→ Problem:
What is needed is an exact repeat of the entries, with no pictures in it.

→ Provided information:
=-=-=-=-=
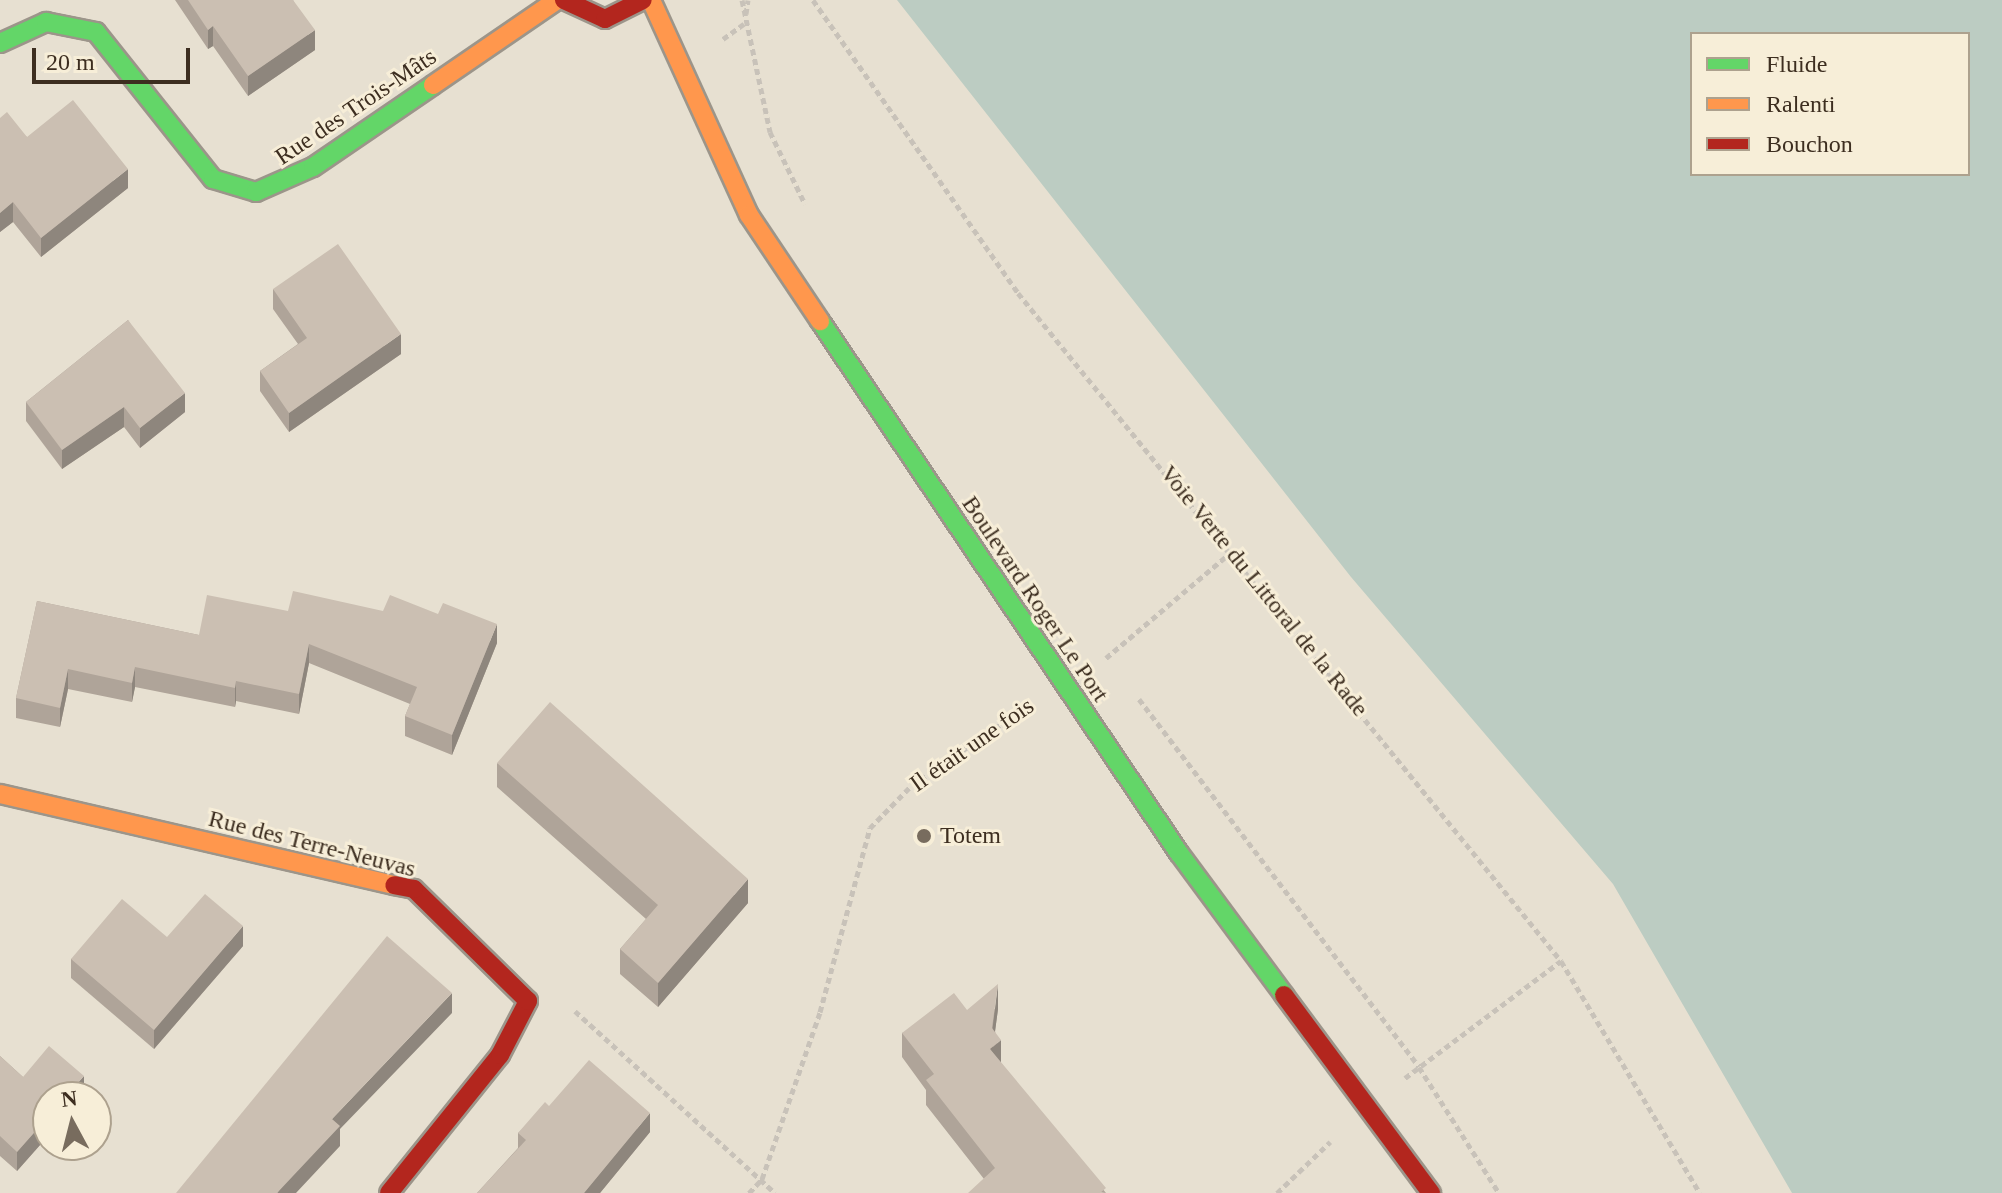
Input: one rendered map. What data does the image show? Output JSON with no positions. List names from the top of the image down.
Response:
{
  "streets": {
    "street": ["Rue des Trois-Mâts", "Boulevard Roger Le Port", "Rue des Terre-Neuvas"],
    "path": ["Voie Verte du Littoral de la Rade", "Il était une fois"]
  },
  "crossings": [
    ["Voie Verte du Littoral de la Rade", "Il était une fois"],
    ["Boulevard Roger Le Port", "Il était une fois"]
  ],
  "places": ["Totem"],
  "legend": ["Fluide", "Ralenti", "Bouchon"],
  "scale_bar": "20 m",
  "north": "top"
}
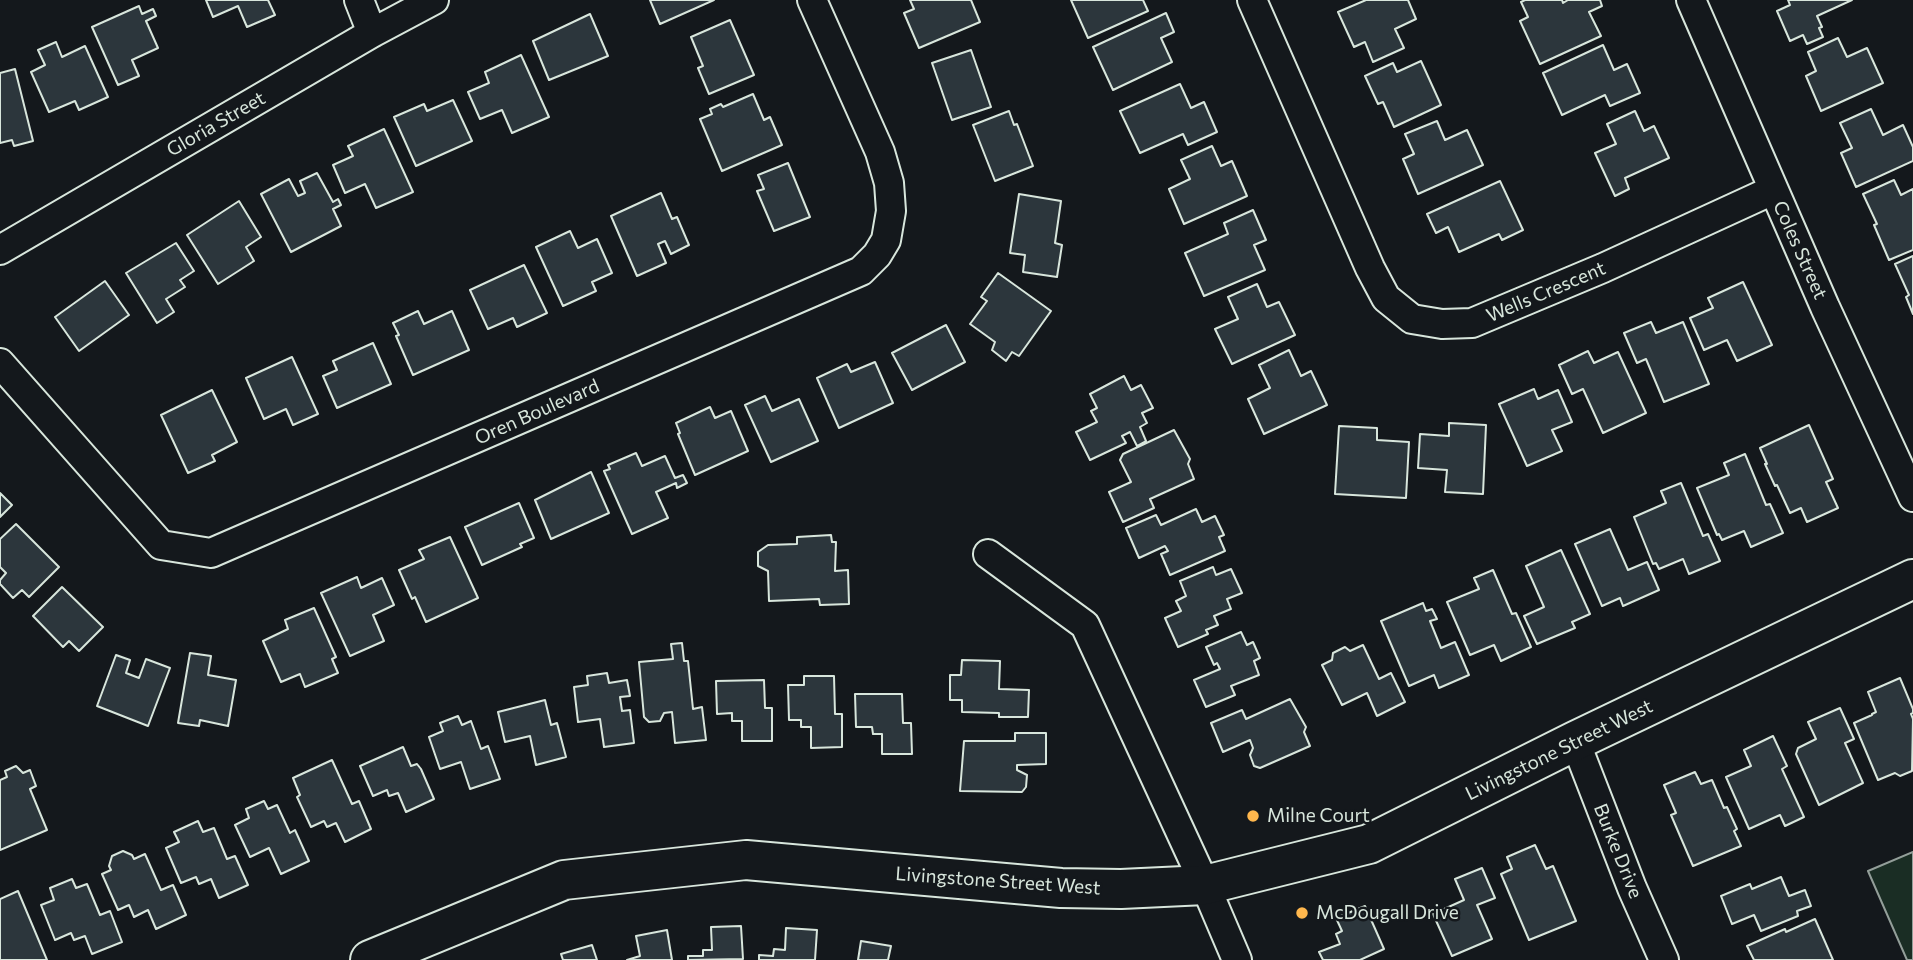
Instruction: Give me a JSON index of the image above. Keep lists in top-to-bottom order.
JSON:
{
  "streets": {
    "street": [
      "Gloria Street",
      "Coles Street",
      "Wells Crescent",
      "Oren Boulevard",
      "Livingstone Street West",
      "Burke Drive"
    ]
  },
  "crossings": [
    ["Coles Street", "Wells Crescent"],
    ["Livingstone Street West", "Burke Drive"]
  ],
  "places": ["Milne Court", "McDougall Drive"]
}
=-=-=-=-=
→ Answer section:
Input: one rendered map. What data does the image show? Output JSON with no positions. List names from the top of the image down.
Response:
{
  "streets": {
    "street": ["Rue des Trois-Mâts", "Boulevard Roger Le Port", "Rue des Terre-Neuvas"],
    "path": ["Voie Verte du Littoral de la Rade", "Il était une fois"]
  },
  "crossings": [
    ["Voie Verte du Littoral de la Rade", "Il était une fois"],
    ["Boulevard Roger Le Port", "Il était une fois"]
  ],
  "places": ["Totem"],
  "legend": ["Fluide", "Ralenti", "Bouchon"],
  "scale_bar": "20 m",
  "north": "top"
}
Instruction: Give me a JSON index of the image above. Keep lists in top-to-bottom order.
JSON:
{
  "streets": {
    "street": [
      "Gloria Street",
      "Coles Street",
      "Wells Crescent",
      "Oren Boulevard",
      "Livingstone Street West",
      "Burke Drive"
    ]
  },
  "crossings": [
    ["Coles Street", "Wells Crescent"],
    ["Livingstone Street West", "Burke Drive"]
  ],
  "places": ["Milne Court", "McDougall Drive"]
}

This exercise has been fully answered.